En México, el transporte de combustibles y materiales peligrosos enfrenta un entorno operativo cada vez más complejo. Las empresas no sólo deben responder a mayores exigencias regulatorias, sino también operar con estándares más altos de trazabilidad, supervisión y capacidad de respuesta en carretera. En una industria donde cualquier interrupción puede tener impactos operativos, ambientales y urbanos, la visibilidad en tiempo real dejó de ser una herramienta complementaria para convertirse en un componente esencial de la cadena de valor.
En este contexto, las disposiciones que entraron en vigor a partir del 1 de enero, emitidas por la Comisión Nacional de Energía (CNE), marcan un cambio relevante para el sector. El balizado con código QR y el uso obligatorio de sistemas de geolocalización (GPS) en el autotransporte de combustibles representan un avance hacia operaciones más monitoreadas, conectadas y alineadas con nuevos estándares de cumplimiento.
De acuerdo con el Centro Nacional de Prevención de Desastres (Cenapred), entre el periodo del 2003 al 2021 se registraron 1,304 accidentes relacionados con el traslado de gas LP en el país, principalmente en la Ciudad de México, Estado de México, Jalisco y Puebla. La frecuencia de estos incidentes a lo largo de casi dos décadas evidencia que el problema no responde a casos aislados, sino a fallas estructurales en la gestión del riesgo carretero.

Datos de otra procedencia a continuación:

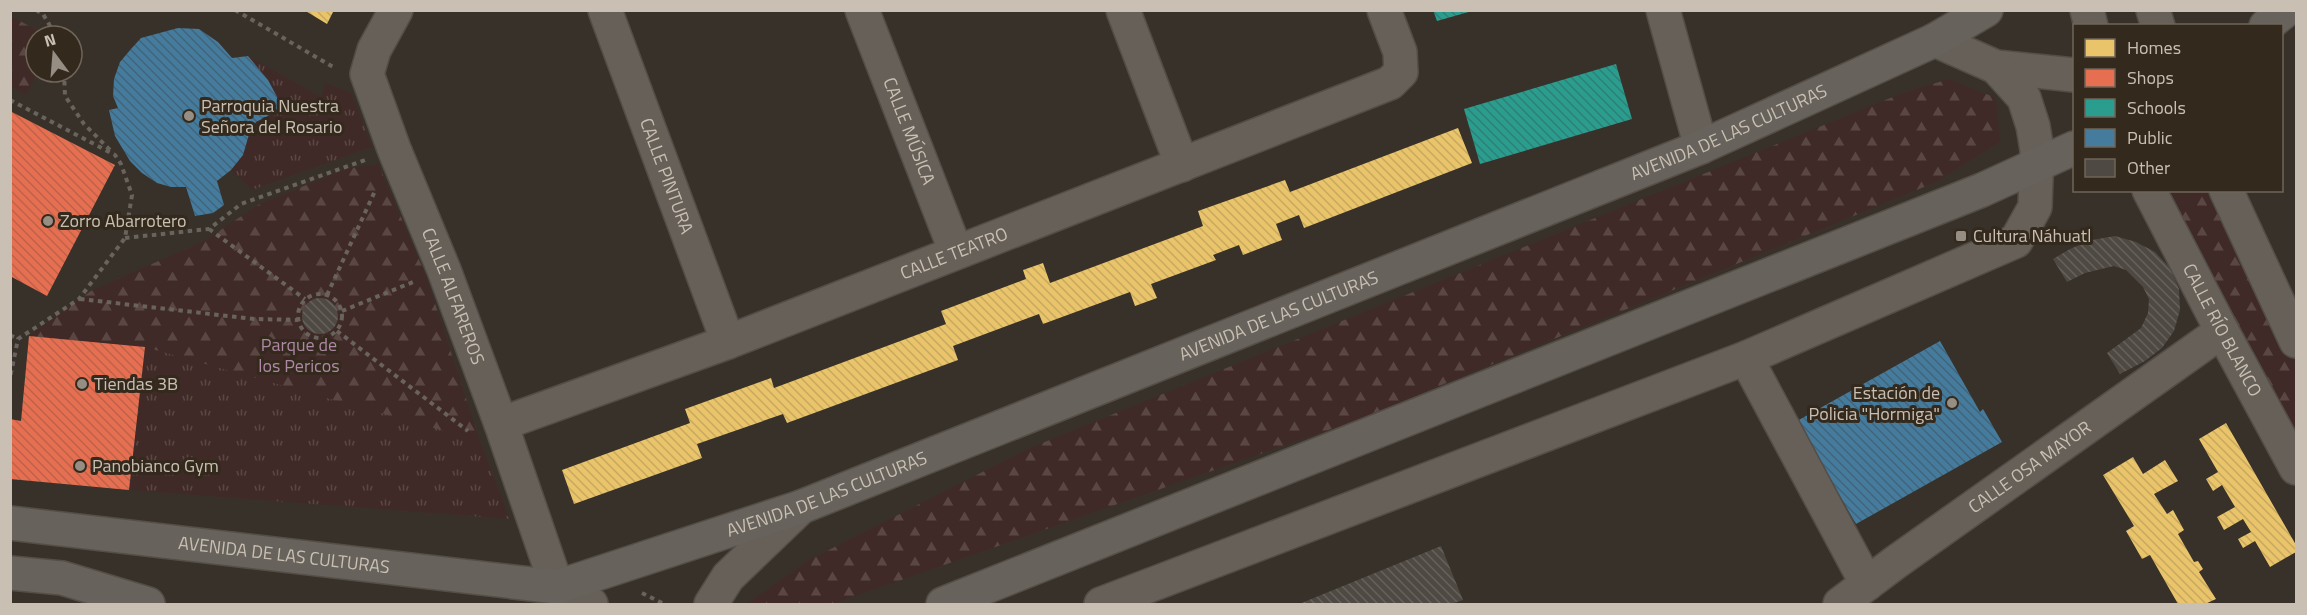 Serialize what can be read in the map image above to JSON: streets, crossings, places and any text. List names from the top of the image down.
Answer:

Más que interpretar estas cifras desde una sola causa, los datos reflejan la complejidad operativa de una industria que moviliza diariamente materiales críticos a través de miles de kilómetros de infraestructura carretera. También evidencian la necesidad de fortalecer la trazabilidad, la supervisión y la capacidad de respuesta en operaciones donde intervienen variables regulatorias, logísticas, ambientales y de seguridad. Por ello, el cumplimiento normativo dejó de centrarse únicamente en documentación y controles aislados; hoy exige operaciones capaces de integrar datos en tiempo real, monitoreo continuo y visibilidad integral de flotas y activos.
Así, la tecnología se está convirtiendo en el puente entre las nuevas exigencias regulatorias y una operación más eficiente, conectada y resiliente. Soluciones como los rastreadores de activos, terminales telemáticos y cámaras de tablero permiten a las empresas fortalecer la trazabilidad de sus operaciones, supervisar activos en tiempo real y contar con mayor visibilidad sobre las condiciones operativas en ruta. La tecnología también hace posible anticipar riesgos y detonar respuestas automatizadas ante cualquier incidente, acceso no autorizado o situación crítica, porque la capacidad de anticipar incidencias y responder de manera más ágil se ha convertido en una ventaja estratégica.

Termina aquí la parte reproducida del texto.